Mesmo os cadeados, portões de aço, sistemas de monitoramento, paredes e
vidros anti-bala não angariam de todo a sua confiança. O mundo está
cheio de presidiários com indulto debaixo do braço para visitar
familiares e ameaçar os seus (porque os seus nunca vão presos, mesmo
quando botam fogo em índios, mendigos, prostitutas e ciclistas; índios,
mendigos, prostitutas e ciclistas estão aí para isso).
Como não conhece o mundo afora, a não ser pelas viagens programadas
em pacotes que garantem o translado até o hotel, e despreza as ideias
que não são suas (aquelas que recebeu de pronto dos pais e o ensinaram a
trabalhar, vencer e selecionar o que é útil e o que é supérfluo), tudo o
que é novo soa ameaçador. O mundo muda, mas ele não: ele não sabe que é
infeliz porque para ele só o que não é ele, e os seus, são lamentáveis.
Muitas vezes o reacionário se torna pai e aprende, na marra, o
conceito de família. Às vezes vai à igreja e pede paz, amor, saúde aos
seus. Aos seus. Vê nos filhos a extensão das próprias virtudes, e por
isso os protege: não permite que brinquem com os meninos da rua nem que
tenham contato com ideias que os retirem da sua órbita. O índice de
infarto entre os reacionários é maior quando o filho traz uma camisa do
Che Guevara para casa ou a filha começa a ouvir axé e namorar o
vocalista da banda (se ele for negro o infarto é fulminante).

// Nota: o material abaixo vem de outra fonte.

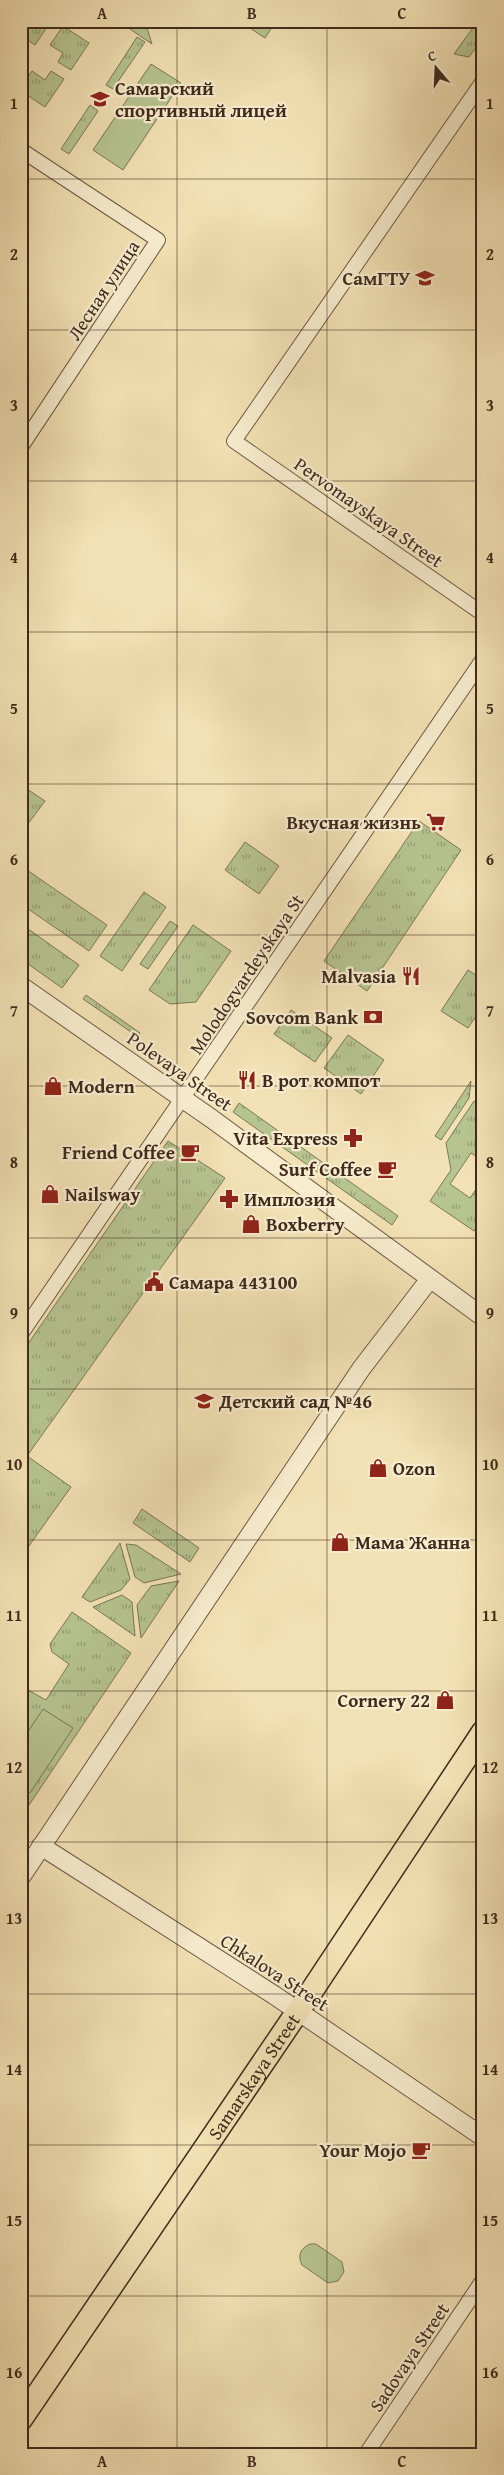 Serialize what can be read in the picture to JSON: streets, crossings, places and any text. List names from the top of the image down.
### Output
{
  "streets": {
    "main road": ["Samarskaya Street"],
    "street": [
      "Лесная улица",
      "Pervomayskaya Street",
      "Molodogvardeyskaya St",
      "Polevaya Street",
      "Chkalova Street",
      "Sadovaya Street"
    ]
  },
  "crossings": [
    ["Molodogvardeyskaya St", "Polevaya Street"],
    ["Chkalova Street", "Samarskaya Street"]
  ],
  "places": {
    "school or university": ["Самарский спортивный лицей", "СамГТУ", "Детский сад №46"],
    "supermarket": ["Вкусная жизнь"],
    "restaurant": ["Malvasia", "В рот компот"],
    "bank": ["Sovcom Bank"],
    "shop": [
      "Modern",
      "Nailsway",
      "Boxberry",
      "Ozon",
      "Мама Жанна",
      "Cornery 22"
    ],
    "pharmacy": ["Vita Express", "Имплозия"],
    "cafe": ["Friend Coffee", "Surf Coffee", "Your Mojo"],
    "public building": ["Самара 443100"]
  },
  "north": "top",
  "grid": {
    "columns": ["A", "B", "C"],
    "rows": [
      "1",
      "2",
      "3",
      "4",
      "5",
      "6",
      "7",
      "8",
      "9",
      "10",
      "11",
      "12",
      "13",
      "14",
      "15",
      "16"
    ]
  }
}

Mas a vida é repleta de frestas, e o tempo todo estamos testando as
mais firmes das convicções. Mas ele não quer testá-las: quer mantê-las.
Por isso as mudanças lhe causam urticárias.
Nos anos 70, vivia com medo dos hippies que ousavam dizer que o amor não precisava de amarras. Eram vagabundos e irresponsáveis, pensava ele, em sua sobriedade.
Depois vieram os punks, os excluídos de aglomerações urbanas
desajeitadas, os militantes a pedir o alargamento das liberdades civis e
sociais. Para o reacionário, nada daquilo fazia sentido, porque ninguém
estudou como ele, ninguém acumulou bens e verdades como ele e,
portanto, seria muito injusto que ele e o garçom (que ele adora chamar
de incompetente) tivessem o mesmo peso numa urna, o mesmo direito num
guichê de aeroporto, o mesmo lugar na fila do fast food.
Para não dividir espaços cativos, frutos de séculos de exclusão que
ele não reconhece, eleva o tom sobre tudo o que está errado. Sabendo de
seus medos e planos de papel, revistas, rádios, televisão, padres,
pastores e professores fazem a festa: basta colocar uma chamada
alarmista (“Por que você trabalha tanto e o País cresce tão pouco?”) ou
música de suspense nas cenas de violência (“descontrolada!”) na tevê
para que ele se trema todo e se prepare para o Armagedon. Como bicho
assustado, volta para a caixinha e fica mirabolando planos para garantir
mais segurança aos seus. Tudo o que vê, lê e ouve o convence de que
tudo é um perigo, tudo é decadente, tudo é importante, tudo é indigno.
Por isso não se deve medir esforços para defender suas conquistas morais
e materiais.
E ele só se sente seguro quando imagina que pode eliminar o outro.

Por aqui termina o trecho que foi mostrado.